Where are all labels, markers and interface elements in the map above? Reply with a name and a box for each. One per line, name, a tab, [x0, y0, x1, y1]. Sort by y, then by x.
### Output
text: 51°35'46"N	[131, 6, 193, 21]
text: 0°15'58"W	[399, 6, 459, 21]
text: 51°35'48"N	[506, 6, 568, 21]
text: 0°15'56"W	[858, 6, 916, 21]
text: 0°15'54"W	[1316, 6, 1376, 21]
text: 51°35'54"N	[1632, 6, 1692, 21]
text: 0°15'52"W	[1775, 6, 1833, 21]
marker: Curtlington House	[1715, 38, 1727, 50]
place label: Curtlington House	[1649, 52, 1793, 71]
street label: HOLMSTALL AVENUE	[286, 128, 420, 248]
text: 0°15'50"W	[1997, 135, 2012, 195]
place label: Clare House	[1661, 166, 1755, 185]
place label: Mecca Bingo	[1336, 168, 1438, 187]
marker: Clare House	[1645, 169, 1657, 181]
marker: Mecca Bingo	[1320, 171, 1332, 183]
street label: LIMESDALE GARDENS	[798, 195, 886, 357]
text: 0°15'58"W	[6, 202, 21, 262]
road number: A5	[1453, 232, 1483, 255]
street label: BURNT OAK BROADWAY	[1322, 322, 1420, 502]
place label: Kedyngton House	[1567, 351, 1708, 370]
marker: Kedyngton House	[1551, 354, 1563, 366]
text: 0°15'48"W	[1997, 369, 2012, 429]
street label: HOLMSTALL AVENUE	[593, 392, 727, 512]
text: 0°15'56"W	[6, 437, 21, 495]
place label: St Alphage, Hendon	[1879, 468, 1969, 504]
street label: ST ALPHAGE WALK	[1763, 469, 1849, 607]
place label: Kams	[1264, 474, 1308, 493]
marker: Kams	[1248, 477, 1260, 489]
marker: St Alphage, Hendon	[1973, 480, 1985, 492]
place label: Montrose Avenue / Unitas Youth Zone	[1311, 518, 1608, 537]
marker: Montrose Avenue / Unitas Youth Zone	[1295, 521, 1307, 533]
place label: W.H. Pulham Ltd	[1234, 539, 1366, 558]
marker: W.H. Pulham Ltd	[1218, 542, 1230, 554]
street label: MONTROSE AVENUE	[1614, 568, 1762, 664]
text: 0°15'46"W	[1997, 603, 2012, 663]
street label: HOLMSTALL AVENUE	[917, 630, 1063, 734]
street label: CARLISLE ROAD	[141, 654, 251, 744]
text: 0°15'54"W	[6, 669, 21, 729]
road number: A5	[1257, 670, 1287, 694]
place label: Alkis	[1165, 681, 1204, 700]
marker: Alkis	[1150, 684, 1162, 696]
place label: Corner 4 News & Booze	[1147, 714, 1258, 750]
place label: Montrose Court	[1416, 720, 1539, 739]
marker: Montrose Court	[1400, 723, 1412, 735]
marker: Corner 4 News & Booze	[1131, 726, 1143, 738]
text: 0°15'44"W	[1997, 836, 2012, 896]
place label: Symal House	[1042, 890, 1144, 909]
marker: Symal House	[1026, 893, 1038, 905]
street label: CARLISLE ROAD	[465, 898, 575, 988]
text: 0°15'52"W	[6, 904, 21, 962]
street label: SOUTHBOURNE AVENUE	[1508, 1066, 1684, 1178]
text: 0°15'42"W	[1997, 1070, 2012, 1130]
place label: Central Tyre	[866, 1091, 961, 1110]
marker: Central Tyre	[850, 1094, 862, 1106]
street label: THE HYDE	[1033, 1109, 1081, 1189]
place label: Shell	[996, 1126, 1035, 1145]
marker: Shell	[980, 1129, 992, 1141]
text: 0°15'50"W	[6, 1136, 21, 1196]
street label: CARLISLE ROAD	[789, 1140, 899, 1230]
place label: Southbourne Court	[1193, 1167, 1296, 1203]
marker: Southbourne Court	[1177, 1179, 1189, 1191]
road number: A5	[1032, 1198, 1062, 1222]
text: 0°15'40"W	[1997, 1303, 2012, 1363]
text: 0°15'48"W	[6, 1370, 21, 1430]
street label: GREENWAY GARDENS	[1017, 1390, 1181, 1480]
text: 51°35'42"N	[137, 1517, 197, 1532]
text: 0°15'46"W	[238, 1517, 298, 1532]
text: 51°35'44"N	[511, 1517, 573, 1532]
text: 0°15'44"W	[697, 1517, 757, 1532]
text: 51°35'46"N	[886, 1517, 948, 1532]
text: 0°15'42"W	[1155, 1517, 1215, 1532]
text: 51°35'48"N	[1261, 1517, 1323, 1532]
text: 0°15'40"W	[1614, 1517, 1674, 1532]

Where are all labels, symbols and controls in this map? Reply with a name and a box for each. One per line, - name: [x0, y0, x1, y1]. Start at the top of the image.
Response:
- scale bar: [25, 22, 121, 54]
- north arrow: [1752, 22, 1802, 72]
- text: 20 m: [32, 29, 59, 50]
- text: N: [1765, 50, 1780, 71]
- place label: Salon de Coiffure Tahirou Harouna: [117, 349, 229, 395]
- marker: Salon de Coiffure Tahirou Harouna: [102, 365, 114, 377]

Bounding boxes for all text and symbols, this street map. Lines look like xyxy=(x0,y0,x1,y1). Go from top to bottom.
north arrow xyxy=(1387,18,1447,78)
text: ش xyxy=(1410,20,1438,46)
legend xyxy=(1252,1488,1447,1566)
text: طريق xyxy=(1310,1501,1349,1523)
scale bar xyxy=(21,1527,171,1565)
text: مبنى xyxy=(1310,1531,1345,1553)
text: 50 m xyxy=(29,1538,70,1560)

○ ○ ○ ○ ○ ○ ○

> What the task requires
Without skipping anything, transcribe every line above exactly.

> Solution for this problem
Where are all labels, markers and interface elements in the map above? Reply with a name and a box for each. One per line, name, a tab, [x0, y0, x1, y1]. Sort by y, then by x.
### Output
text: 51°35'46"N	[131, 6, 193, 21]
text: 0°15'58"W	[399, 6, 459, 21]
text: 51°35'48"N	[506, 6, 568, 21]
text: 0°15'56"W	[858, 6, 916, 21]
text: 0°15'54"W	[1316, 6, 1376, 21]
text: 51°35'54"N	[1632, 6, 1692, 21]
text: 0°15'52"W	[1775, 6, 1833, 21]
marker: Curtlington House	[1715, 38, 1727, 50]
place label: Curtlington House	[1649, 52, 1793, 71]
street label: HOLMSTALL AVENUE	[286, 128, 420, 248]
text: 0°15'50"W	[1997, 135, 2012, 195]
place label: Clare House	[1661, 166, 1755, 185]
place label: Mecca Bingo	[1336, 168, 1438, 187]
marker: Clare House	[1645, 169, 1657, 181]
marker: Mecca Bingo	[1320, 171, 1332, 183]
street label: LIMESDALE GARDENS	[798, 195, 886, 357]
text: 0°15'58"W	[6, 202, 21, 262]
road number: A5	[1453, 232, 1483, 255]
street label: BURNT OAK BROADWAY	[1322, 322, 1420, 502]
place label: Kedyngton House	[1567, 351, 1708, 370]
marker: Kedyngton House	[1551, 354, 1563, 366]
text: 0°15'48"W	[1997, 369, 2012, 429]
street label: HOLMSTALL AVENUE	[593, 392, 727, 512]
text: 0°15'56"W	[6, 437, 21, 495]
place label: St Alphage, Hendon	[1879, 468, 1969, 504]
street label: ST ALPHAGE WALK	[1763, 469, 1849, 607]
place label: Kams	[1264, 474, 1308, 493]
marker: Kams	[1248, 477, 1260, 489]
marker: St Alphage, Hendon	[1973, 480, 1985, 492]
place label: Montrose Avenue / Unitas Youth Zone	[1311, 518, 1608, 537]
marker: Montrose Avenue / Unitas Youth Zone	[1295, 521, 1307, 533]
place label: W.H. Pulham Ltd	[1234, 539, 1366, 558]
marker: W.H. Pulham Ltd	[1218, 542, 1230, 554]
street label: MONTROSE AVENUE	[1614, 568, 1762, 664]
text: 0°15'46"W	[1997, 603, 2012, 663]
street label: HOLMSTALL AVENUE	[917, 630, 1063, 734]
street label: CARLISLE ROAD	[141, 654, 251, 744]
text: 0°15'54"W	[6, 669, 21, 729]
road number: A5	[1257, 670, 1287, 694]
place label: Alkis	[1165, 681, 1204, 700]
marker: Alkis	[1150, 684, 1162, 696]
place label: Corner 4 News & Booze	[1147, 714, 1258, 750]
place label: Montrose Court	[1416, 720, 1539, 739]
marker: Montrose Court	[1400, 723, 1412, 735]
marker: Corner 4 News & Booze	[1131, 726, 1143, 738]
text: 0°15'44"W	[1997, 836, 2012, 896]
place label: Symal House	[1042, 890, 1144, 909]
marker: Symal House	[1026, 893, 1038, 905]
street label: CARLISLE ROAD	[465, 898, 575, 988]
text: 0°15'52"W	[6, 904, 21, 962]
street label: SOUTHBOURNE AVENUE	[1508, 1066, 1684, 1178]
text: 0°15'42"W	[1997, 1070, 2012, 1130]
place label: Central Tyre	[866, 1091, 961, 1110]
marker: Central Tyre	[850, 1094, 862, 1106]
street label: THE HYDE	[1033, 1109, 1081, 1189]
place label: Shell	[996, 1126, 1035, 1145]
marker: Shell	[980, 1129, 992, 1141]
text: 0°15'50"W	[6, 1136, 21, 1196]
street label: CARLISLE ROAD	[789, 1140, 899, 1230]
place label: Southbourne Court	[1193, 1167, 1296, 1203]
marker: Southbourne Court	[1177, 1179, 1189, 1191]
road number: A5	[1032, 1198, 1062, 1222]
text: 0°15'40"W	[1997, 1303, 2012, 1363]
text: 0°15'48"W	[6, 1370, 21, 1430]
street label: GREENWAY GARDENS	[1017, 1390, 1181, 1480]
text: 51°35'42"N	[137, 1517, 197, 1532]
text: 0°15'46"W	[238, 1517, 298, 1532]
text: 51°35'44"N	[511, 1517, 573, 1532]
text: 0°15'44"W	[697, 1517, 757, 1532]
text: 51°35'46"N	[886, 1517, 948, 1532]
text: 0°15'42"W	[1155, 1517, 1215, 1532]
text: 51°35'48"N	[1261, 1517, 1323, 1532]
text: 0°15'40"W	[1614, 1517, 1674, 1532]

Where are all labels, symbols and controls in this map? Reply with a name and a box for each. One per line, - name: [x0, y0, x1, y1]. Start at the top of the image.
Response:
- scale bar: [25, 22, 121, 54]
- north arrow: [1752, 22, 1802, 72]
- text: 20 m: [32, 29, 59, 50]
- text: N: [1765, 50, 1780, 71]
- place label: Salon de Coiffure Tahirou Harouna: [117, 349, 229, 395]
- marker: Salon de Coiffure Tahirou Harouna: [102, 365, 114, 377]

Bounding boxes for all text and symbols, this street map. Lines look like xyxy=(x0,y0,x1,y1). Go from top to bottom.
north arrow xyxy=(1387,18,1447,78)
text: ش xyxy=(1410,20,1438,46)
legend xyxy=(1252,1488,1447,1566)
text: طريق xyxy=(1310,1501,1349,1523)
scale bar xyxy=(21,1527,171,1565)
text: مبنى xyxy=(1310,1531,1345,1553)
text: 50 m xyxy=(29,1538,70,1560)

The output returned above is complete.